Cybersafety: Keeping Children Safe When They Use the Web
Despite its great potential, the Internet poses significant dangers to children (Berson & Berson, 2004; Berson et al., 2001; Burgstahler and Utterback, 2000). We teachers must be sure that students do not come into contact with adults seeking face-to-face meetings with children (“cyberpredators”). We must be sure that students do not access Websites that have pornography, misinformation, or hate-based material. Federal law, the Children’s Internet Protection Act (CIPA) passed in 2000, requires schools that receive federal funding for technology to take measures to protect children using the Internet. Most schools have chosen commercial filtering systems, which are problematic. Even the most reliable filtering systems can fail, and we teachers need to identify cyberthreats “as a real dilemma” and be “vigilant in responding to the needs of children for the sake of both safety and learning” (Berson, Berson, & Ralston, 1999, p. 161). The best way to protect our students is to closely supervise their Internet activities. One way to provide close supervision is to be sure that the computer screens in our classrooms face the center of the room and are easy to see. Teachers should use several tools to protect our students. In addition to close supervision, these include using effective filtering software that blocks access to inappropriate sites and implementing suggestions on Websites that address online child safety, like the CyberAngels Internet Safety Organization (www.cyberangels.org). Finally, teachers may want to consider a strategy advocated by Berson and Berson (2004): Teach children about the problems of privacy on the Internet directly.

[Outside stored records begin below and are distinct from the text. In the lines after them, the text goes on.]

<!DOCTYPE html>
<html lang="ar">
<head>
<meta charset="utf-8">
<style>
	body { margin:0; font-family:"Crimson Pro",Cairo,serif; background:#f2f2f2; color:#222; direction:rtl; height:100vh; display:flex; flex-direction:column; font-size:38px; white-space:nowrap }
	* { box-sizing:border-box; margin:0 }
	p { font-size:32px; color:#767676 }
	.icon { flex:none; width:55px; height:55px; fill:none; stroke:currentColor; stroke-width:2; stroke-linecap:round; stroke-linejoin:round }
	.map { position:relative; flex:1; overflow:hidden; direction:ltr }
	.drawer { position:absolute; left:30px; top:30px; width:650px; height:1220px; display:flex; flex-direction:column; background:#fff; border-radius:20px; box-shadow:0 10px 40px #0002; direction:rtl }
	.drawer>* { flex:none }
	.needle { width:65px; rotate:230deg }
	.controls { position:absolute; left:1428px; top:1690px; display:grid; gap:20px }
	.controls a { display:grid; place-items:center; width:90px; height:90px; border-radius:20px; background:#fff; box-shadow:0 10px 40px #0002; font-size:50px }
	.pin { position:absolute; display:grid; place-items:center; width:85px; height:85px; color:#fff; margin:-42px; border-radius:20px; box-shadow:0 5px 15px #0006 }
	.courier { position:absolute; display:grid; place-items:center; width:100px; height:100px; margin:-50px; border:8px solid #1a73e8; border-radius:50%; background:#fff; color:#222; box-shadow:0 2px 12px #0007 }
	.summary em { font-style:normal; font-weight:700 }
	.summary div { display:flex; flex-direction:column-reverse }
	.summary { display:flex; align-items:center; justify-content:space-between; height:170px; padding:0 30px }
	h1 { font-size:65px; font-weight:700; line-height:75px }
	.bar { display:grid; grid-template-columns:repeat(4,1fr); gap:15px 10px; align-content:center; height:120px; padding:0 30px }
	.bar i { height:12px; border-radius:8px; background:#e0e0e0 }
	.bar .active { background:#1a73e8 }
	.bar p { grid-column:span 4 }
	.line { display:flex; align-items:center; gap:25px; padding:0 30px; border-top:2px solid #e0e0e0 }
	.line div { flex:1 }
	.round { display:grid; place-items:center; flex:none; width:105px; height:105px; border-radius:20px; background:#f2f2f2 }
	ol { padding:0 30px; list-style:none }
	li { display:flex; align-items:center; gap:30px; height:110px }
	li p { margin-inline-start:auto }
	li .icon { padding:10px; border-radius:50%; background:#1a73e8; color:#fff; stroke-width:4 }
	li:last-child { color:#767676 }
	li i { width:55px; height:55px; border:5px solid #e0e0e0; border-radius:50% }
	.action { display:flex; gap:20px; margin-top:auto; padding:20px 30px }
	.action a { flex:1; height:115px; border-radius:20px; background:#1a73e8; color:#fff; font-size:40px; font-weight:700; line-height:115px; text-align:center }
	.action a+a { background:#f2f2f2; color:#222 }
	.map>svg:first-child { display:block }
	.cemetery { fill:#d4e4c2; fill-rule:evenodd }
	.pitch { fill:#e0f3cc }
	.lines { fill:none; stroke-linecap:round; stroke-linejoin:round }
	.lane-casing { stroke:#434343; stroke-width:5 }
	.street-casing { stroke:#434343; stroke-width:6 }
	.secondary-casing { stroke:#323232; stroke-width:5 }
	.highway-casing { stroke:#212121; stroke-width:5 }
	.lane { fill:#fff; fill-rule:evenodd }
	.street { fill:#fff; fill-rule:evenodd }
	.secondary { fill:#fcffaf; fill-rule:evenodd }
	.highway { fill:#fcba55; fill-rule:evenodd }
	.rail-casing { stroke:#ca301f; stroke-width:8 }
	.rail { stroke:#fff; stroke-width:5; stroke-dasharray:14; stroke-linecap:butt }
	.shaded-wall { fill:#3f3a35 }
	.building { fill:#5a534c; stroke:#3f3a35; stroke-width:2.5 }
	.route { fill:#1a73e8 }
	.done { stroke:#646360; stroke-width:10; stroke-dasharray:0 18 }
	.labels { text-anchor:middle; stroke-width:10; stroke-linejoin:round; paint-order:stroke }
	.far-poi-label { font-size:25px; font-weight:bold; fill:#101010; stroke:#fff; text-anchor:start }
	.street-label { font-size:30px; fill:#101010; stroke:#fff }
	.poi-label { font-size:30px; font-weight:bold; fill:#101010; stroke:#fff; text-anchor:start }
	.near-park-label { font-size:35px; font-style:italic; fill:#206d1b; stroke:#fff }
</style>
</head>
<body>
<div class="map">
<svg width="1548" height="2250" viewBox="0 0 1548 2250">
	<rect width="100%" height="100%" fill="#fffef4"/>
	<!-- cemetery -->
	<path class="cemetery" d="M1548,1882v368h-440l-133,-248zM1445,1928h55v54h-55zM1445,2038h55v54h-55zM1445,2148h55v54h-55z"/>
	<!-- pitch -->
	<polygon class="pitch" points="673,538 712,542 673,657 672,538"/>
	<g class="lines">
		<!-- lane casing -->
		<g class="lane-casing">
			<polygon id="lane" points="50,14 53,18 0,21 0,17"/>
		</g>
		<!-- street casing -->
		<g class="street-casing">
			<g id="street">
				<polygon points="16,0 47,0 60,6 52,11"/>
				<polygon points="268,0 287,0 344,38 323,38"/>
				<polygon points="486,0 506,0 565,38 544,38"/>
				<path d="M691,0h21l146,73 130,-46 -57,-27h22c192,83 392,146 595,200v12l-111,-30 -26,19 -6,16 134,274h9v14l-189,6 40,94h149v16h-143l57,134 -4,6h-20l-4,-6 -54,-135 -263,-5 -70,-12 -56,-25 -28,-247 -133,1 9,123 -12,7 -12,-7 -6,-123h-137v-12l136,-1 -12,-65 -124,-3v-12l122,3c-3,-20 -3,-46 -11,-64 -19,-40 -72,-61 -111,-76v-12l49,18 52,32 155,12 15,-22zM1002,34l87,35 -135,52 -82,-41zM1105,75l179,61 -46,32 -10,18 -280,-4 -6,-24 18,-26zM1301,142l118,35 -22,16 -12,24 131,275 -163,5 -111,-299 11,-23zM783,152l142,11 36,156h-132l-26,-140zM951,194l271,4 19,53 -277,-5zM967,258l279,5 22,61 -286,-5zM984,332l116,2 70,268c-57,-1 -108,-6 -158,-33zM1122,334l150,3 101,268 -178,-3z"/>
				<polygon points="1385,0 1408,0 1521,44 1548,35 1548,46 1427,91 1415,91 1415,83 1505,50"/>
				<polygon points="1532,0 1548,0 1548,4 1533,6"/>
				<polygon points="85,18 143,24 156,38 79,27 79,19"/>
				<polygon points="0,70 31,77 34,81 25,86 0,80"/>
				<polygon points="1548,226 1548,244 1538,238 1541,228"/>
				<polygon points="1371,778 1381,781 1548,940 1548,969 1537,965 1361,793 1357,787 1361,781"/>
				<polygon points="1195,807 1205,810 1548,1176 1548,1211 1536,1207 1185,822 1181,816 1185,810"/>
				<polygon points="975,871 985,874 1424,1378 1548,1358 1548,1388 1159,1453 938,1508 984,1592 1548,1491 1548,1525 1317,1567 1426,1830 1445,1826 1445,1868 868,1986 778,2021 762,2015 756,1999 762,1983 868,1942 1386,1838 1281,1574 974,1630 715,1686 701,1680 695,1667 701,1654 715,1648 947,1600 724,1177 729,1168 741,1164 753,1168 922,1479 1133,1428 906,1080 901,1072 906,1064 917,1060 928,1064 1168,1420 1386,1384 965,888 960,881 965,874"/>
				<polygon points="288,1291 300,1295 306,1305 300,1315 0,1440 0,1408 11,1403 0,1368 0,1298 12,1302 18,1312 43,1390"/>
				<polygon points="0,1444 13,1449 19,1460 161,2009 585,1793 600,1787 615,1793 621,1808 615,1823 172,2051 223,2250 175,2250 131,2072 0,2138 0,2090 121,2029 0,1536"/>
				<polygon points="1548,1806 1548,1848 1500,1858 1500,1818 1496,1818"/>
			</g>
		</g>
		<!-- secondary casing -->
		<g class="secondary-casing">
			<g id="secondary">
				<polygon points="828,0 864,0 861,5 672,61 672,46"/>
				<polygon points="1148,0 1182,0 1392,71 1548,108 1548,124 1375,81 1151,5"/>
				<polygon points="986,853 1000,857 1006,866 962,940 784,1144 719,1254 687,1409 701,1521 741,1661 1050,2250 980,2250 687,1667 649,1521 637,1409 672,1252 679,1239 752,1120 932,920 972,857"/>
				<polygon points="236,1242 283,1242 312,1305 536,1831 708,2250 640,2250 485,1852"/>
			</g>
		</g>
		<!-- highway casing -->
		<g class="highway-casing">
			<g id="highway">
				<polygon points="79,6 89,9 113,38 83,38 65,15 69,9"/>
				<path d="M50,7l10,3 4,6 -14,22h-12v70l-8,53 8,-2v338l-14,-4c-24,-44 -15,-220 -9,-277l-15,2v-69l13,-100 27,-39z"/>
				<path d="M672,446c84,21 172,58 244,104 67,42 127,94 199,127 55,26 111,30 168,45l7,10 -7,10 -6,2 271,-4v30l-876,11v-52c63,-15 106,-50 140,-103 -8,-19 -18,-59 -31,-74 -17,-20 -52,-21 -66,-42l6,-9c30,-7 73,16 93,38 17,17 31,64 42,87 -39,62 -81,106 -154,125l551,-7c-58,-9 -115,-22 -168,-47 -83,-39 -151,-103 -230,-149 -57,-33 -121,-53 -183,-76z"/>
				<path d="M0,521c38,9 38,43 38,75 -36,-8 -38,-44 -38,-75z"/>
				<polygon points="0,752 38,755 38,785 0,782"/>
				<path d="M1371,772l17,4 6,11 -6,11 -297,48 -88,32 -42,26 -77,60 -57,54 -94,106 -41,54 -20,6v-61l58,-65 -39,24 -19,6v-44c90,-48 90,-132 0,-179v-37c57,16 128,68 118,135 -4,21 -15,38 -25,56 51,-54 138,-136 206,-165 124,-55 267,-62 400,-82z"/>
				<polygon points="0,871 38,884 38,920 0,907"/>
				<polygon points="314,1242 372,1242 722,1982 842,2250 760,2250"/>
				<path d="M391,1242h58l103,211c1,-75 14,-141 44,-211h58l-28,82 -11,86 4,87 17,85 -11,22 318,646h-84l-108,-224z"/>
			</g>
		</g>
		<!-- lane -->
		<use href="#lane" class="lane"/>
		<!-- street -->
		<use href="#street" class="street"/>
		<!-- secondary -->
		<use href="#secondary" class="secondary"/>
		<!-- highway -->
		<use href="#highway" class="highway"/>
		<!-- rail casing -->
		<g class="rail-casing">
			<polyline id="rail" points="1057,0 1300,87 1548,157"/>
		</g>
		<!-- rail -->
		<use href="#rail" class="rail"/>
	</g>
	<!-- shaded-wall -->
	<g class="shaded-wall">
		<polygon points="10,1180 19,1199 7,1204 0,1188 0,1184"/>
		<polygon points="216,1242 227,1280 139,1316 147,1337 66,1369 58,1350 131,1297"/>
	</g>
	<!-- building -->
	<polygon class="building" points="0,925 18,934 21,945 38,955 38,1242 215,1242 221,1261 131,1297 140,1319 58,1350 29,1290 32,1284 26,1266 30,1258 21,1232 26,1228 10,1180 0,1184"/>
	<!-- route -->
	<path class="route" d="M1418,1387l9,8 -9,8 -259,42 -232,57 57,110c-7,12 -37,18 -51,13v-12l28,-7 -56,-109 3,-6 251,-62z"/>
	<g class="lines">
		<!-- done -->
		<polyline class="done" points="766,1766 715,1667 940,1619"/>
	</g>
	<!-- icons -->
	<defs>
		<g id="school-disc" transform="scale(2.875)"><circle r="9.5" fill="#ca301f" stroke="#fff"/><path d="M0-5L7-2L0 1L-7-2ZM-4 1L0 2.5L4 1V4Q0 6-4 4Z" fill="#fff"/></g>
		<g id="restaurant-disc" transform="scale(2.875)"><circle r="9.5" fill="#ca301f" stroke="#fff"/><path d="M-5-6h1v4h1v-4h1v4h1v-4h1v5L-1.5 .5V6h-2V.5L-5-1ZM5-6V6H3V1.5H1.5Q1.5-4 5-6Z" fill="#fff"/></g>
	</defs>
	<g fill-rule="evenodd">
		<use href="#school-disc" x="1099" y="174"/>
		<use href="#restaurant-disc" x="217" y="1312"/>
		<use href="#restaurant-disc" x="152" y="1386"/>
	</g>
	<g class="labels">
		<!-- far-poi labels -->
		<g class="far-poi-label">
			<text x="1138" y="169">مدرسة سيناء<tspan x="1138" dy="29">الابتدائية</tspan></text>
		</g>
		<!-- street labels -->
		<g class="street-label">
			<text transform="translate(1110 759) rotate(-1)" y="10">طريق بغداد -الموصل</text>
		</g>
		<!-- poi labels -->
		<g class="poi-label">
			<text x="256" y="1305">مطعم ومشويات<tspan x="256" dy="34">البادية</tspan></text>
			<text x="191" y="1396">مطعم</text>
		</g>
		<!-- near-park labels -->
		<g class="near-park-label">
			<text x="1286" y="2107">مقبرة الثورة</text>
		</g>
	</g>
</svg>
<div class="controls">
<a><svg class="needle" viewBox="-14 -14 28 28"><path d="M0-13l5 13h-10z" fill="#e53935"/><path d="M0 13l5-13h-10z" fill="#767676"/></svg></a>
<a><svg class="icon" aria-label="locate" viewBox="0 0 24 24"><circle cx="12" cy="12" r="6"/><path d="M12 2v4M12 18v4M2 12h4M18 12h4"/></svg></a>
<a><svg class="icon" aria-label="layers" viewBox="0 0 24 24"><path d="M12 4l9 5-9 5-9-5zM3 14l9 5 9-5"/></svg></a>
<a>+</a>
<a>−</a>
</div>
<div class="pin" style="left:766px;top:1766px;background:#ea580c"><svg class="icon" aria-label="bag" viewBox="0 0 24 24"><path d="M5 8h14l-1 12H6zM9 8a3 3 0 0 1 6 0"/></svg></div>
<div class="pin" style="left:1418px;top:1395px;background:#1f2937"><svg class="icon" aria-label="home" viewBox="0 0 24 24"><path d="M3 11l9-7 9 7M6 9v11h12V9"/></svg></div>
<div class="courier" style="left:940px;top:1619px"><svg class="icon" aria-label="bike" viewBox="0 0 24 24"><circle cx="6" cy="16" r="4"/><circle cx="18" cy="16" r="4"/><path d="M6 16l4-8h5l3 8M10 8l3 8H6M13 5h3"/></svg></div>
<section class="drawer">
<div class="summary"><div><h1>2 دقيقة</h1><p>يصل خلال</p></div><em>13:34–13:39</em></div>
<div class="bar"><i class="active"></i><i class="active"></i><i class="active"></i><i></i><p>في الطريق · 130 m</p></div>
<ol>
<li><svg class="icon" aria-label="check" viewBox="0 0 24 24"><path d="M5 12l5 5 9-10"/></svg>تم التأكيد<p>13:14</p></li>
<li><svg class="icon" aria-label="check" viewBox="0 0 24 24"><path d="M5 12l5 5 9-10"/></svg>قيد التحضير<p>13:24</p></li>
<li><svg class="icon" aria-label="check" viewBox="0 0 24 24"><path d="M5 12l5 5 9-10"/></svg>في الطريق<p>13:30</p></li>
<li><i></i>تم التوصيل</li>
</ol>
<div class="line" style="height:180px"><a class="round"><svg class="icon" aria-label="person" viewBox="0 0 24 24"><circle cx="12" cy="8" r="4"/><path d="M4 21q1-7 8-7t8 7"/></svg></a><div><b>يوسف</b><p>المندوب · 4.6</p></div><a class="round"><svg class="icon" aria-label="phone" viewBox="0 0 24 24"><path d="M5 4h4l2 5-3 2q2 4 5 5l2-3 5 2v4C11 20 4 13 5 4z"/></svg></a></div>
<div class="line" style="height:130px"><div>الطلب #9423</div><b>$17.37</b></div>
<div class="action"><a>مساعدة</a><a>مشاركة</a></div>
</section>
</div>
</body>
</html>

There are many things students should not do while working on the computer. Students should never give out personal information. This includes their full name, address, phone number, and name of the school. Students should never send a photograph of themselves to any location on the Web, nor should they engage in any kind of “conversation” through the Internet unless the teacher knows for sure who else is participating. Students should stop using the computer and tell their teacher if they find material that makes them uncomfortable or confused.